Rhys almost laughed but didn't as the nurse seemed to realize she was truly awake. Just like Rhys had asked Feyre to do, she had Feyre wiggle her fingers and then her toes. Touched each of them and asked if the touch could be felt. When Feyre passed every test, the nurse promised to bring something for pain.
"You haven't been sleeping?" She murmured out to him when the nurse was gone.
"Not much," he admitted. "I've been far too worried about you." He took his place up in his chair and reached for her hand once more. "I can't wait to get you home where I can hold you all night."
"I miss sleeping with you," she whispered back. "But I suppose it will be a while."
"Soon, Darling. Then I don't know if I'm ever going to let you go," he stood to press a kiss to her mouth.
"Feyre, it's good to see you awake," Thesan's voice came from the door to break them apart. "I hear you're in some pain."
Thesan talked Feyre and Rhys through the drug he was about to put in her IV and then happily chatted with her about the good news of her healing body while the pain medicine took effect and lulled Feyre back to sleep.
"This is only for night," Thesan promised Rhys. "There will be other medications that doesn't make her sleep so easily tomorrow, though she might sleep anyway. A healing body takes a lot of energy from a person."

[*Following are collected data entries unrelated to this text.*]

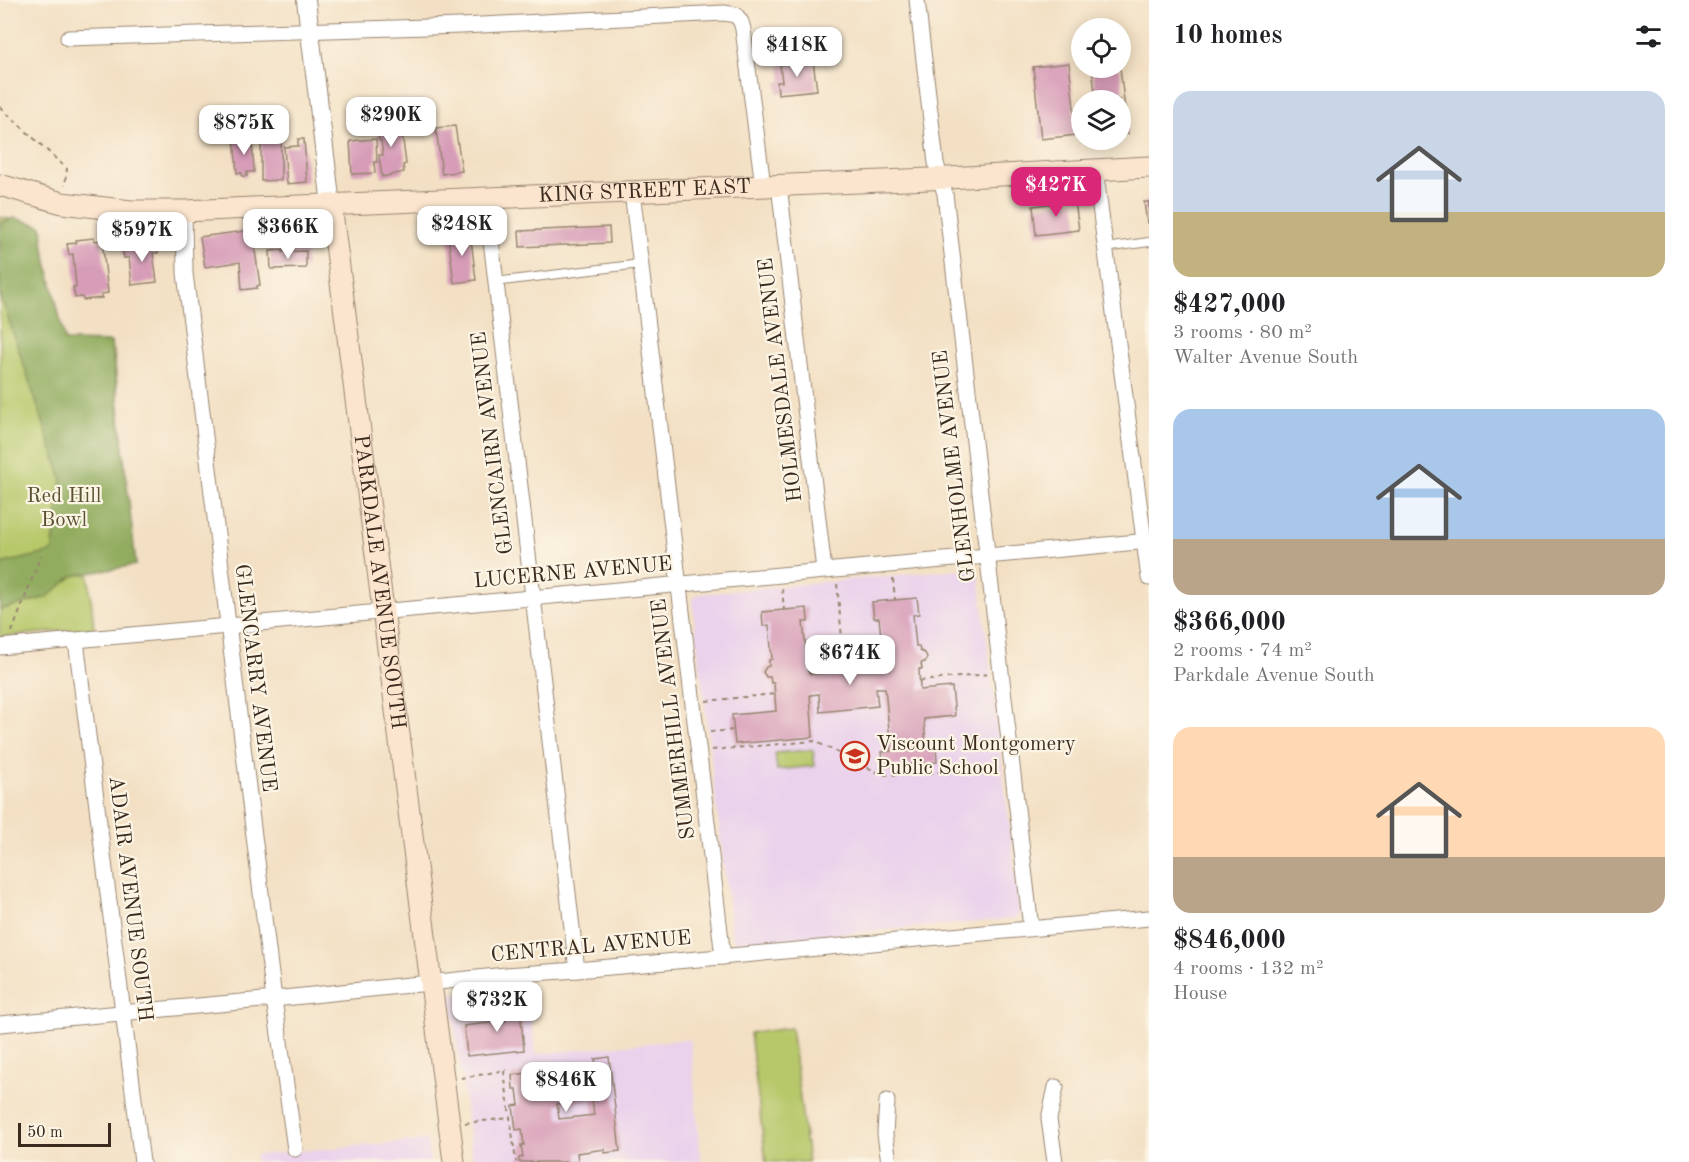 <!DOCTYPE html>
<html lang="en">
<head>
<meta charset="utf-8">
<style>
	:root { --surface:#fff; --page:#f6f6f6; --text:#202124; --muted:#757577; --accent:#db2777 }
	body { margin:0; font-family:"Old Standard TT",serif; background:var(--page); color:var(--text); height:100vh; display:flex; flex-direction:column; font-size:22px; white-space:nowrap }
	* { box-sizing:border-box; margin:0 }
	p { font-size:20px; color:var(--muted) }
	.icon { flex:none; width:33px; height:33px; fill:none; stroke:currentColor; stroke-width:2; stroke-linecap:round; stroke-linejoin:round }
	.map { position:relative; flex:1; overflow:hidden }
	.drawer { display:flex; flex-direction:column; background:var(--surface); width:540px }
	.drawer>* { flex:none }
	.tools { position:absolute; left:1071px; top:18px; display:grid; gap:12px }
	.tools a { display:grid; place-items:center; width:60px; height:60px; border-radius:50%; background:var(--surface); box-shadow:0 3px 15px #0003; font-size:30px }
	.scale { position:absolute; left:18px; bottom:15px; width:93px; box-sizing:border-box; padding-left:6px; border:3px solid #3b2a1e; border-top:0; font-size:16px; line-height:21px; white-space:nowrap; color:#3b2a1e; -webkit-text-stroke:4px #fcf5e5; paint-order:stroke }
	.price { position:absolute; translate:-50% -51px; padding:0 14px; border-radius:12px; background:#fff; color:#222; font-size:20px; line-height:39px; filter:drop-shadow(0 2px 3px #0008) }
	.price::after { content:''; position:absolute; left:50%; top:36px; width:18px; height:14px; margin-left:-9px; background:inherit; clip-path:polygon(0 0,100% 0,50% 100%) }
	.price.selected { background:var(--accent); color:#fff }
	ul { padding:0; list-style:none }
	li { display:grid; align-content:center; gap:12px; height:318px; padding:0 24px }
	li span { display:grid; place-items:center; height:186px; border-radius:18px; color:#555 }
	li>.icon { margin-inline-start:auto }
	span .icon { width:108px; height:108px; fill:#fffc; stroke-width:1 }
	li b { font-size:26px }
	h2 { display:flex; justify-content:space-between; align-items:center; height:72px; padding:0 24px; font-size:26px }
	main { display:flex; flex:1; min-height:0 }
	.map>svg:first-child { display:block }
</style>
</head>
<body>
<main>
<div class="map">
<svg width="1149" height="1162" viewBox="0 0 1149 1162">
	<rect width="100%" height="100%" fill="#fcf5e5"/>
	<filter id="ink" filterUnits="userSpaceOnUse"><feTurbulence type="fractalNoise" baseFrequency=".0167" numOctaves="2"/><feDisplacementMap in="SourceGraphic" scale="12" xChannelSelector="R" yChannelSelector="G"/><feConvolveMatrix kernelMatrix="1 2 1 2 8 2 1 2 1" color-interpolation-filters="sRGB"/></filter>
	<filter id="wash" filterUnits="userSpaceOnUse"><feTurbulence type="fractalNoise" baseFrequency=".008" numOctaves="4" result="noise"/><feDisplacementMap in="SourceGraphic" scale="24" xChannelSelector="R" yChannelSelector="G"/><feGaussianBlur stdDeviation="1.35" result="paint"/><feColorMatrix in="noise" values="0 0 0 0 0 0 0 0 0 0 0 0 0 0 0 0 0 1.4 0 .05"/><feComposite in="paint" operator="in"/></filter>
	<g filter="url(#wash)">
		<rect width="100%" height="100%" fill="#f3e0c4"/>
		<!-- built -->
		<g fill="#ead1ec">
			<polygon points="972,568 979,575 1020,914 1013,919 735,943 732,936 692,599 699,594"/>
			<polygon points="526,986 536,1054 690,1039 701,1162 473,1162 450,994"/>
			<polygon points="427,1140 430,1162 256,1162 255,1155"/>
		</g>
		<!-- green -->
		<g fill="#b7c86a" stroke="#797944" stroke-width="1.5">
			<polygon points="0,217 41,226 57,351 114,351 133,561 88,568 94,628 0,637"/>
			<polygon points="813,750 815,766 777,770 775,753"/>
			<polygon points="791,1028 808,1162 766,1162 750,1033"/>
		</g>
		<!-- forest -->
		<polygon fill="#91ac5e" stroke="#666b3e" stroke-width="1.5" points="15,218 42,226 44,248 65,341 111,342 136,565 73,576 47,597 0,610 0,564 52,552 62,479 0,294 0,223"/>
		<g id="blocks">
			<!-- building -->
			<g fill="#d79cb8" fill-rule="evenodd">
				<polygon points="813,61 817,90 778,94 777,82 782,82 780,65"/>
				<polygon points="1069,63 1077,135 1041,139 1033,67"/>
				<polygon points="1092,68 1120,68 1128,134 1120,135 1120,100 1096,100"/>
				<polygon points="396,119 397,126 401,125 406,164 403,165 404,172 382,177 379,155 383,155 381,141 379,141 376,121"/>
				<polygon points="455,126 462,171 442,174 436,128"/>
				<polygon points="264,133 272,133 272,137 281,137 281,180 261,181 261,137 264,137"/>
				<polygon points="243,136 244,140 252,140 254,172 247,172 247,176 242,176 242,173 237,173 234,137"/>
				<polygon points="298,139 304,139 307,182 287,184 284,147 298,146"/>
				<polygon points="376,139 377,162 374,162 375,173 352,174 350,141"/>
				<polygon points="1075,201 1079,230 1036,235 1033,206"/>
				<polygon points="1144,202 1149,202 1149,223 1147,223"/>
				<polygon points="609,227 610,243 520,247 519,231"/>
				<polygon points="252,230 260,285 257,286 257,288 242,290 240,262 205,267 200,237"/>
				<polygon points="470,231 476,280 454,283 448,234"/>
				<polygon points="94,238 94,241 102,240 108,293 101,294 102,298 83,300 82,297 75,298 73,287 76,287 73,254 69,255 67,244 76,243 76,240"/>
				<polygon points="157,244 158,253 153,253 157,282 132,285 129,258 124,258 122,248"/>
				<polygon points="283,250 283,252 306,251 306,268 271,269 270,251"/>
				<polygon points="917,598 919,614 913,615 916,646 919,646 920,651 925,653 927,657 925,662 921,663 922,669 919,669 920,690 952,687 955,716 924,719 926,747 936,746 937,762 884,767 882,752 891,751 885,688 876,688 878,706 820,712 819,694 810,695 813,737 735,744 732,715 776,711 774,683 771,683 770,677 766,677 763,672 766,667 769,666 769,660 772,659 769,625 763,626 762,612 807,608 808,622 803,622 808,671 810,674 880,667 884,664 879,618 874,618 872,602"/>
				<polygon points="519,998 524,1050 467,1056 464,1026 506,1021 502,999"/>
				<path d="M609,1057L620,1151L605,1153V1149L577,1153L578,1162H519V1158L523,1157L521,1145H524L522,1129L516,1130L513,1106L519,1105L517,1089H513L512,1075L596,1065L595,1059ZM592,1099L594,1115L559,1119L557,1104Z"/>
			</g>
		</g>
	</g>
	<g filter="url(#ink)">
		<use href="#blocks" fill-opacity="0" stroke="#978571" stroke-width="1.5"/>
		<g fill="none" stroke-linecap="round" stroke-linejoin="round">
			<!-- service casing -->
			<g stroke="#978571" stroke-width="10">
				<g id="service">
					<polyline points="1105,248 1149,242"/>
					<polyline points="495,282 640,264"/>
				</g>
			</g>
			<!-- minor casing -->
			<g stroke="#978571" stroke-width="17">
				<g id="minor">
					<polyline points="917,0 936,163 945,194 1031,928"/>
					<polyline points="68,38 461,26 724,13 736,15 741,22 743,29 763,186"/>
					<polyline points="1095,169 1149,578"/>
					<polyline points="779,185 824,570"/>
					<polyline points="632,191 723,957"/>
					<polyline points="486,198 577,970"/>
					<polyline points="184,211 185,273 274,999 295,1149"/>
					<polyline points="76,641 142,1162"/>
					<polyline points="0,647 1149,541"/>
					<polyline points="0,1024 274,999 506,975 577,970 1149,918"/>
					<polyline points="887,1101 885,1134 889,1162"/>
					<polyline points="1055,1162 1049,1119 1056,1087"/>
				</g>
			</g>
			<!-- tertiary casing -->
			<g stroke="#978571" stroke-width="20">
				<polyline id="tertiary" points="306,0 331,205"/>
			</g>
			<!-- secondary casing -->
			<g stroke="#978571" stroke-width="23">
				<g id="secondary">
					<path id="s1" d="M0,185L62,203L131,211H184L929,179L1149,167"/>
					<path id="s2" d="M331,205L454,1162"/>
				</g>
			</g>
			<!-- path -->
			<g stroke="#978571" stroke-width="2" stroke-dasharray="4.5 4.5" stroke-linecap="butt">
				<polyline points="0,107 67,169 65,186"/>
				<polyline points="893,579 895,600"/>
				<polyline points="837,584 845,671"/>
				<polyline points="782,589 784,610"/>
				<polyline points="12,632 41,555"/>
				<polyline points="920,681 989,674"/>
				<polyline points="706,701 775,694"/>
				<polyline points="710,732 734,730"/>
				<polyline points="712,750 814,741 883,775 915,774 997,767"/>
				<polyline points="504,1071 516,1162"/>
				<polyline points="461,1078 507,1070"/>
				<polyline points="465,1123 510,1118"/>
			</g>
			<!-- service -->
			<use href="#service" stroke="#fff" stroke-width="8"/>
			<!-- minor -->
			<use href="#minor" stroke="#fff" stroke-width="15"/>
			<!-- tertiary -->
			<use href="#tertiary" stroke="#fff" stroke-width="18"/>
			<!-- secondary -->
			<use href="#secondary" stroke="#fbe5cf" stroke-width="21"/>
		</g>
	</g>
	<!-- icons -->
	<defs>
		<g id="school-ring" transform="scale(1.5)"><circle r="9.5" fill="#fcf5e5" stroke="#c8321e" stroke-width="1.5"/><path d="M0-5L7-2L0 1L-7-2ZM-4 1L0 2.5L4 1V4Q0 6-4 4Z" fill="#c8321e"/></g>
	</defs>
	<g fill-rule="evenodd">
		<use href="#school-ring" x="855" y="756"/>
	</g>
	<g text-anchor="middle" dominant-baseline="central" stroke-width="4.5" stroke-linejoin="round" paint-order="stroke">
		<!-- street labels -->
		<g font-size="21" fill="#3b2a1e" stroke="#fcf5e5">
			<text stroke="none"><textPath href="#s1" startOffset="648">KING STREET EAST</textPath></text>
			<text transform="translate(781 380) rotate(-97)">HOLMESDALE AVENUE</text>
			<text transform="translate(493 443) rotate(-97)">GLENCAIRN AVENUE</text>
			<text transform="translate(955 466) rotate(-97)">GLENHOLME AVENUE</text>
			<text transform="translate(573 573) rotate(-5)">LUCERNE AVENUE</text>
			<text stroke="none"><textPath href="#s2" startOffset="380">PARKDALE AVENUE SOUTH</textPath></text>
			<text transform="translate(255 678) rotate(83)">GLENCARRY AVENUE</text>
			<text transform="translate(674 719) rotate(-97)">SUMMERHILL AVENUE</text>
			<text transform="translate(130 899) rotate(83)">ADAIR AVENUE SOUTH</text>
			<text transform="translate(591 947) rotate(-5)">CENTRAL AVENUE</text>
		</g>
		<!-- park labels -->
		<g font-size="21" fill="#5a5231" stroke="#fcf5e5">
			<text x="64" y="496">Red Hill<tspan x="64" dy="24">Bowl</tspan></text>
		</g>
		<!-- poi labels -->
		<g font-size="21" fill="#3b2a1e" stroke="#fcf5e5" text-anchor="start">
			<text x="876" y="744">Viscount Montgomery<tspan x="876" dy="24">Public School</tspan></text>
		</g>
	</g>
</svg>
<div class="tools">
<a><svg class="icon" aria-label="locate" viewBox="0 0 24 24"><circle cx="12" cy="12" r="6"/><path d="M12 2v4M12 18v4M2 12h4M18 12h4"/></svg></a>
<a><svg class="icon" aria-label="layers" viewBox="0 0 24 24"><path d="M12 4l9 5-9 5-9-5zM3 14l9 5 9-5"/></svg></a>
</div>
<div class="scale">50 m</div>
<b class="price" style="left:797px;top:78px">$418K</b>
<b class="price" style="left:391px;top:148px">$290K</b>
<b class="price" style="left:244px;top:156px">$875K</b>
<b class="price selected" style="left:1056px;top:218px">$427K</b>
<b class="price" style="left:462px;top:257px">$248K</b>
<b class="price" style="left:288px;top:260px">$366K</b>
<b class="price" style="left:142px;top:263px">$597K</b>
<b class="price" style="left:850px;top:686px">$674K</b>
<b class="price" style="left:497px;top:1033px">$732K</b>
<b class="price" style="left:566px;top:1113px">$846K</b>
</div>
<section class="drawer">
<h2>10 homes<svg class="icon" aria-label="filters" viewBox="0 0 24 24"><path d="M4 7h16M4 17h16"/><circle cx="9" cy="7" r="2"/><circle cx="15" cy="17" r="2"/></svg></h2>
<ul>
<li><span style="background:linear-gradient(#c9d6e8 65%,#c2b280 0)"><svg class="icon" aria-label="home" viewBox="0 0 24 24"><path d="M3 11l9-7 9 7M6 9v11h12V9"/></svg></span><div><b>$427,000</b><p>3 rooms · 80 m²</p><p>Walter Avenue South</p></div></li>
<li><span style="background:linear-gradient(#a9c7e8 70%,#b9a48a 0)"><svg class="icon" aria-label="home" viewBox="0 0 24 24"><path d="M3 11l9-7 9 7M6 9v11h12V9"/></svg></span><div><b>$366,000</b><p>2 rooms · 74 m²</p><p>Parkdale Avenue South</p></div></li>
<li><span style="background:linear-gradient(#ffd9b3 70%,#b9a48a 0)"><svg class="icon" aria-label="home" viewBox="0 0 24 24"><path d="M3 11l9-7 9 7M6 9v11h12V9"/></svg></span><div><b>$846,000</b><p>4 rooms · 132 m²</p><p>House</p></div></li>
</ul>
</section>
</main>
</body>
</html>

"When I take her home," Rhys started, unsure of how to ask what he wanted. But he figured it was best to just blurt it out and wait to be told no. "Can she sleep in our bed again or should I have her sleep on her own?"
"Let's see where her neck injury is before she goes and other broken bones before we talk about what restrictions we need in place," Thesan promised. "I was about to head home for the night. I'll check in tomorrow morning."
"It is tomorrow morning," Rhys pointed out as he saw the clock on the wall told him it was 2 AM.
"The wonders of being the CEO," Thesan chuckled. "My husband doesn't necessarily enjoy that I'm here this late either."
"Have a good night, Thesan. And thank your husband for putting up with your hours for me. I appreciate you being on hand for Feyre," Rhys bowed his head. Thesan simply gave him a smile and left.
Rhys waited a moment before he settled back into his chair, took up Feyre's hand once more, and rested his head against the side of the bed. He found he could breathe easier now. Feyre had beaten all odds. Amarantha breaking her neck hadn't killed her instantly and hadn't paralyzed her. He'd be remembering that with every prayer to the Mother he would ever think of for the rest of his life.